§ Task description
Across all the lines of the following material, count those that include the word "scale" and give only the result.

§ Extracted data
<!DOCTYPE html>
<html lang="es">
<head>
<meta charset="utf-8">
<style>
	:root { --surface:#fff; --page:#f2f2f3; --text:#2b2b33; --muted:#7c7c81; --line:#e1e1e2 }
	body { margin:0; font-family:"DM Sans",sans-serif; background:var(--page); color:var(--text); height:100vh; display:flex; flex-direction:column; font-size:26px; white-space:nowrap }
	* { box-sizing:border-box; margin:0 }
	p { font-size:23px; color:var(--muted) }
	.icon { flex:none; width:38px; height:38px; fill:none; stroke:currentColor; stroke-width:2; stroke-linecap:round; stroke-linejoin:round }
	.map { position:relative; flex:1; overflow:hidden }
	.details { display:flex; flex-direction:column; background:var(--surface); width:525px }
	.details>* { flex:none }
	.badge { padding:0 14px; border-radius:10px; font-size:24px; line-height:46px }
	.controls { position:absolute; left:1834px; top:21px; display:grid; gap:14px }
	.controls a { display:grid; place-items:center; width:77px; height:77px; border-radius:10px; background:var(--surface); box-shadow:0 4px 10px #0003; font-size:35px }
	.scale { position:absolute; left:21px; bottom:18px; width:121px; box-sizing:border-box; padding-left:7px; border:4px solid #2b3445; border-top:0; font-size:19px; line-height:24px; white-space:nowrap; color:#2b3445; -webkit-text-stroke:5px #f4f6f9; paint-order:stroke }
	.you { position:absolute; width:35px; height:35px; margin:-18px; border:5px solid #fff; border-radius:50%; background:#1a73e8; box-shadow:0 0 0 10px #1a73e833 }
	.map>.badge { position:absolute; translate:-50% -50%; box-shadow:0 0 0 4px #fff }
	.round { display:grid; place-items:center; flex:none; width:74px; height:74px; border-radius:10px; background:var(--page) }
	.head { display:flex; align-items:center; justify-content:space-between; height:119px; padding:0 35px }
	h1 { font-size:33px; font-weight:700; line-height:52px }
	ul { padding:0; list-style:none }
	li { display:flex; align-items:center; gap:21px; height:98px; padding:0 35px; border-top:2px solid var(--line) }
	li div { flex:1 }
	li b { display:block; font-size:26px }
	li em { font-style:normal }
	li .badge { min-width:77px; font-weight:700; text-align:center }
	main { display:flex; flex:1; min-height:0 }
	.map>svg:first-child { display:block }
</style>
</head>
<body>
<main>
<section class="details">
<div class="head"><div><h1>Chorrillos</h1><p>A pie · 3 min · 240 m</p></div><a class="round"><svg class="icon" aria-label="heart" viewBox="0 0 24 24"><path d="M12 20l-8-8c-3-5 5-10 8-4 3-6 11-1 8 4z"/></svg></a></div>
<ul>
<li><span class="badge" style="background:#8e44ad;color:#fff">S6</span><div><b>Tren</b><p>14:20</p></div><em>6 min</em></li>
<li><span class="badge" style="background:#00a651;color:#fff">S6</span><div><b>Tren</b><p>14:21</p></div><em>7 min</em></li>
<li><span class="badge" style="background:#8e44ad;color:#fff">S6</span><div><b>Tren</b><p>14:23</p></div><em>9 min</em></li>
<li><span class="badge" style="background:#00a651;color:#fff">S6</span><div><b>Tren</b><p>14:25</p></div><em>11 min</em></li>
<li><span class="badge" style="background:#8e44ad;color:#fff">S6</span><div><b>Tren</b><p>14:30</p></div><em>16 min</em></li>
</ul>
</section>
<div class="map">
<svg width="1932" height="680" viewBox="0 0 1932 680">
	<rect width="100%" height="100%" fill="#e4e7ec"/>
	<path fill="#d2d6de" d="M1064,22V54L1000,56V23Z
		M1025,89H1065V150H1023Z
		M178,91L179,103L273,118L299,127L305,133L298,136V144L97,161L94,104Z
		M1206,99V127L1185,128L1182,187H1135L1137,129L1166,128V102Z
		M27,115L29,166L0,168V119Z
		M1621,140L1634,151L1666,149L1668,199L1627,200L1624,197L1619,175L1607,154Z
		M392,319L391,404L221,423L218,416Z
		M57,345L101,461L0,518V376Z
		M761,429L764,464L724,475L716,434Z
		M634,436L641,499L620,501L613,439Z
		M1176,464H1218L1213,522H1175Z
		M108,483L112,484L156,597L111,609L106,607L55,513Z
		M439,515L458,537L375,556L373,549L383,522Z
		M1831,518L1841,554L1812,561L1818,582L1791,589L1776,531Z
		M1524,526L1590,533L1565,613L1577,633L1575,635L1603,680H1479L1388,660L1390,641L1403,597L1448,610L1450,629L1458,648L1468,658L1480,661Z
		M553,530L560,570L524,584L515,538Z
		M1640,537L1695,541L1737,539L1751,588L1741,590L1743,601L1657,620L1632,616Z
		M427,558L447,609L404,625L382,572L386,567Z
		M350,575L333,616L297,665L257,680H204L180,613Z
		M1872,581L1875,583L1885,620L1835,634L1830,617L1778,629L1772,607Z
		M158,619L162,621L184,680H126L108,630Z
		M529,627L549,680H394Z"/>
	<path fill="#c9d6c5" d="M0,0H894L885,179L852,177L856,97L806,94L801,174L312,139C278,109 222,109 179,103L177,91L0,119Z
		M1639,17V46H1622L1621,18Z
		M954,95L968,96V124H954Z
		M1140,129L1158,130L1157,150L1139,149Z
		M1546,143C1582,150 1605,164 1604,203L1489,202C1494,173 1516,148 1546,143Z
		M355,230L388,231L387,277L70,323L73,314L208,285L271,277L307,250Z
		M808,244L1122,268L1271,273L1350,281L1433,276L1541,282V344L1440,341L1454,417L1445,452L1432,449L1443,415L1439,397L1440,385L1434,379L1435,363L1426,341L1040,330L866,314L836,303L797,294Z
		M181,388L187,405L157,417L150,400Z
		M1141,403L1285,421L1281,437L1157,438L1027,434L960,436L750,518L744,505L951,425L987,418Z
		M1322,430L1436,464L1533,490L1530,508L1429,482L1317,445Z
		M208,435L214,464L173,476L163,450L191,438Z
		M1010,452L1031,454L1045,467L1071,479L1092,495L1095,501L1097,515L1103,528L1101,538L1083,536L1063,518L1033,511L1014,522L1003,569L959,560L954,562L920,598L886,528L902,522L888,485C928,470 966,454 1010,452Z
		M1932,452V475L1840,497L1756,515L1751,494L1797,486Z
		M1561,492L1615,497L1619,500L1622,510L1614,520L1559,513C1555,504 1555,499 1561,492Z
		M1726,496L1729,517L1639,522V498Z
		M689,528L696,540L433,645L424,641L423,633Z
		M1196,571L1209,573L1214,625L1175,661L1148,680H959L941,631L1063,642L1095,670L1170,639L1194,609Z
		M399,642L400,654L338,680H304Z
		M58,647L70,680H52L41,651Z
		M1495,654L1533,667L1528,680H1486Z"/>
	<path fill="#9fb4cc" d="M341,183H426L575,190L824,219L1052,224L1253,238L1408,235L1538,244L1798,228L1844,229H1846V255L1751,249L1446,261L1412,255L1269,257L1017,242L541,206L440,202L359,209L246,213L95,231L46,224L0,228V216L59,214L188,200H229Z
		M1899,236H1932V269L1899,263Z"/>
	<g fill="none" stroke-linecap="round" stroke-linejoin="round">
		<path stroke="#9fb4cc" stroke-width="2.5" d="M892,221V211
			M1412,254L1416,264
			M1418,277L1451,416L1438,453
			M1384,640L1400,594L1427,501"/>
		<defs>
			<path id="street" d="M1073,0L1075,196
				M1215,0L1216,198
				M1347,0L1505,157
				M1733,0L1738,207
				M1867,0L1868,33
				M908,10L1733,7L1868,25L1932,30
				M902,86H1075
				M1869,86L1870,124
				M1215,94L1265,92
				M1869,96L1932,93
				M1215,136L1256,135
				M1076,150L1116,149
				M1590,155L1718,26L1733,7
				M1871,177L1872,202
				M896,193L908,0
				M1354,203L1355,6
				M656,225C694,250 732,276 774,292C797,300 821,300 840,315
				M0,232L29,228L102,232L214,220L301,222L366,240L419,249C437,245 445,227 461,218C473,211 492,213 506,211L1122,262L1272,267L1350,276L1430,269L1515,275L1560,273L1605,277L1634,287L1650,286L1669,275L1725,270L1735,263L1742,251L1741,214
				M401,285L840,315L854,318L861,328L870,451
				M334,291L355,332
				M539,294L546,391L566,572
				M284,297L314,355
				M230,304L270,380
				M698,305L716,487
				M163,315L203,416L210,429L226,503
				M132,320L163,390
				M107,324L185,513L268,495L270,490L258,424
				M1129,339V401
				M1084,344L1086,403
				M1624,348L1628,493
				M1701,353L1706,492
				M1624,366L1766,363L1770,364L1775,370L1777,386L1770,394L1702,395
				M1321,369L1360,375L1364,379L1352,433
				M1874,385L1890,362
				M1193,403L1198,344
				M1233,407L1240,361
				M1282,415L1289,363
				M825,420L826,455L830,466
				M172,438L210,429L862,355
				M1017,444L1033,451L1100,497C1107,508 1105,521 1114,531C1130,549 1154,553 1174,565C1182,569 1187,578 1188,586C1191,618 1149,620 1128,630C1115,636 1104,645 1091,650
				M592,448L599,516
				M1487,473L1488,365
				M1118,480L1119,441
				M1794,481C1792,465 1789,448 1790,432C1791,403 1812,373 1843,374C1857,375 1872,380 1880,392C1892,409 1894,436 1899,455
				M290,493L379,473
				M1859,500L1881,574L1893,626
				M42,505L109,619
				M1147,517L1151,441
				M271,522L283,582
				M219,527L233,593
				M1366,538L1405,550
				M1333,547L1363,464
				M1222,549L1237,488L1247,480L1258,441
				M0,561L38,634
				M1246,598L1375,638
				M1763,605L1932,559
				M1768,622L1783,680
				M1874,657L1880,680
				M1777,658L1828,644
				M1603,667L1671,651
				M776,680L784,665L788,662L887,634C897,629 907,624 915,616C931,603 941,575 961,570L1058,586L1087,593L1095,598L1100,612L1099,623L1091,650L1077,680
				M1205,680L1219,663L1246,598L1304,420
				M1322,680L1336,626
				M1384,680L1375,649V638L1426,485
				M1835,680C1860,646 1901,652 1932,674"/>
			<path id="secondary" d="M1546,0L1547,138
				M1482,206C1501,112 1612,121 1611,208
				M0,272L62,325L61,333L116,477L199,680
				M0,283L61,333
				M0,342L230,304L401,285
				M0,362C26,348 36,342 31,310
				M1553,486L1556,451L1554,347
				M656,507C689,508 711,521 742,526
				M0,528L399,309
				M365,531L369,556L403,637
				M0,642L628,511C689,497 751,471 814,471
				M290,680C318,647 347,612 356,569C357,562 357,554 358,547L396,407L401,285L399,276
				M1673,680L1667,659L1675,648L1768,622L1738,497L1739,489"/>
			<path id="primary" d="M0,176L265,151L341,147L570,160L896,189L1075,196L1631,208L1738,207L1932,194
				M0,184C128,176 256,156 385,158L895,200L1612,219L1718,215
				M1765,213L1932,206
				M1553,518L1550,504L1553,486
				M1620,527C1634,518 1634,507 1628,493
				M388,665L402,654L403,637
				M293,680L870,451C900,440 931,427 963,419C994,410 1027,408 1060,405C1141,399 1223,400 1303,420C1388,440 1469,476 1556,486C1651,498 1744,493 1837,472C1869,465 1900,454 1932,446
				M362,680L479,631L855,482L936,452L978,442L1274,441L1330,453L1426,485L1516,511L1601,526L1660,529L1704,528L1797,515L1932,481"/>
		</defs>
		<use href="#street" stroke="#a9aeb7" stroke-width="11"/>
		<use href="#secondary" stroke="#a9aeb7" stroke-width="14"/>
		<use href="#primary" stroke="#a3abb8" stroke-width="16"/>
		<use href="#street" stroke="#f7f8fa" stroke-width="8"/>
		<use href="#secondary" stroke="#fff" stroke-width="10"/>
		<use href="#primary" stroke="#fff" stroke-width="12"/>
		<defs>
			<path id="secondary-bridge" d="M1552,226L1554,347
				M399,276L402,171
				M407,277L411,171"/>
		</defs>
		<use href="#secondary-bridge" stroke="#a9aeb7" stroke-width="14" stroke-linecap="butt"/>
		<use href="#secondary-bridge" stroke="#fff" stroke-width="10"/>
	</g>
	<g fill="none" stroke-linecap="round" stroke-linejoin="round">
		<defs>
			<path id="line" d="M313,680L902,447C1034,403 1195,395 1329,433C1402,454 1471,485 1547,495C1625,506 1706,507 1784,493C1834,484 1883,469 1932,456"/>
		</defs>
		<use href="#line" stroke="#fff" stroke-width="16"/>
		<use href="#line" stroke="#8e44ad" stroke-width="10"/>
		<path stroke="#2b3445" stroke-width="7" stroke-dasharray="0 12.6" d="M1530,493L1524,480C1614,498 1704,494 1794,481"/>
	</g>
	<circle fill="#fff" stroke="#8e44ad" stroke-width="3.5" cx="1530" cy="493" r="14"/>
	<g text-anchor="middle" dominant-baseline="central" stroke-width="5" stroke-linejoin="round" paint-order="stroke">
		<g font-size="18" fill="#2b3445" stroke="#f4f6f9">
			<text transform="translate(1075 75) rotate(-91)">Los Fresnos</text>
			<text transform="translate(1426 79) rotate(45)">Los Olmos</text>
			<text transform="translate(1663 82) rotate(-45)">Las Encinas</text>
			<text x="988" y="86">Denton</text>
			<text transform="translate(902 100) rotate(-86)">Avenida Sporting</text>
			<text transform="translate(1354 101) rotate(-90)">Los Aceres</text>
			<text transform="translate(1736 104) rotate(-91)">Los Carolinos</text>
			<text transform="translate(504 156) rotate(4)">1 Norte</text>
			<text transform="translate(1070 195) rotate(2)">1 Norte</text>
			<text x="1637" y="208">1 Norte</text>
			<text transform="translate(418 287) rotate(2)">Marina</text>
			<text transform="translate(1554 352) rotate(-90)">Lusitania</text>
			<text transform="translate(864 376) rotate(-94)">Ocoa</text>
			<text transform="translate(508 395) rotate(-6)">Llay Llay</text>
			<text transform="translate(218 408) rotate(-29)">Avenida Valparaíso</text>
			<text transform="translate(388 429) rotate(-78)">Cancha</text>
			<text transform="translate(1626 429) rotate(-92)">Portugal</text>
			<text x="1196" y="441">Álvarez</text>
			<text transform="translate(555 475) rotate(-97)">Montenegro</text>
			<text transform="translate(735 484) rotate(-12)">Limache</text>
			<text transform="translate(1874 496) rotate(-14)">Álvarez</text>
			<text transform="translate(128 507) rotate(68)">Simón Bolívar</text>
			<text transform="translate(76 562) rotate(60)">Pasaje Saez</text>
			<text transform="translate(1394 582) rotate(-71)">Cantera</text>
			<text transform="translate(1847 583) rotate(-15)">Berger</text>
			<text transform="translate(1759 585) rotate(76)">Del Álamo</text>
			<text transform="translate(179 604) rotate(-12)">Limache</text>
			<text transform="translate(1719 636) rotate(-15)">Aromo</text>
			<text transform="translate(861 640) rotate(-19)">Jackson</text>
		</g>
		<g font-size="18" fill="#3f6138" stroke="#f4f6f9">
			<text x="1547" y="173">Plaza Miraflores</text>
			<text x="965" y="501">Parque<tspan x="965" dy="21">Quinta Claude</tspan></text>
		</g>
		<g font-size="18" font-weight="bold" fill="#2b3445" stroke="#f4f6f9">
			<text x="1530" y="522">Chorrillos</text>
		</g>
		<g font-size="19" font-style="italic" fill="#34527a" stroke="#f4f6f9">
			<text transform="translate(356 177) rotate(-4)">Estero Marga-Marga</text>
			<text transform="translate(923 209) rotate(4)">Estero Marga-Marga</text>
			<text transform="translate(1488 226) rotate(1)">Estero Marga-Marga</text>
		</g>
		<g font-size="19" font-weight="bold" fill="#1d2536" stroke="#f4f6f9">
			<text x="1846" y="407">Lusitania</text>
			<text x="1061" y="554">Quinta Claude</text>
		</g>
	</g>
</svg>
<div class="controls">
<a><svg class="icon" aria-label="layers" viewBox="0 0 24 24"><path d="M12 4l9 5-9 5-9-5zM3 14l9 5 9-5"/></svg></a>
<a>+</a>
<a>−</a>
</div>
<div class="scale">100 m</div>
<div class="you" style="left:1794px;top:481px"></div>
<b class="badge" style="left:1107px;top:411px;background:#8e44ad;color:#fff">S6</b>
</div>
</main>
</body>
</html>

§ Answer for the task
2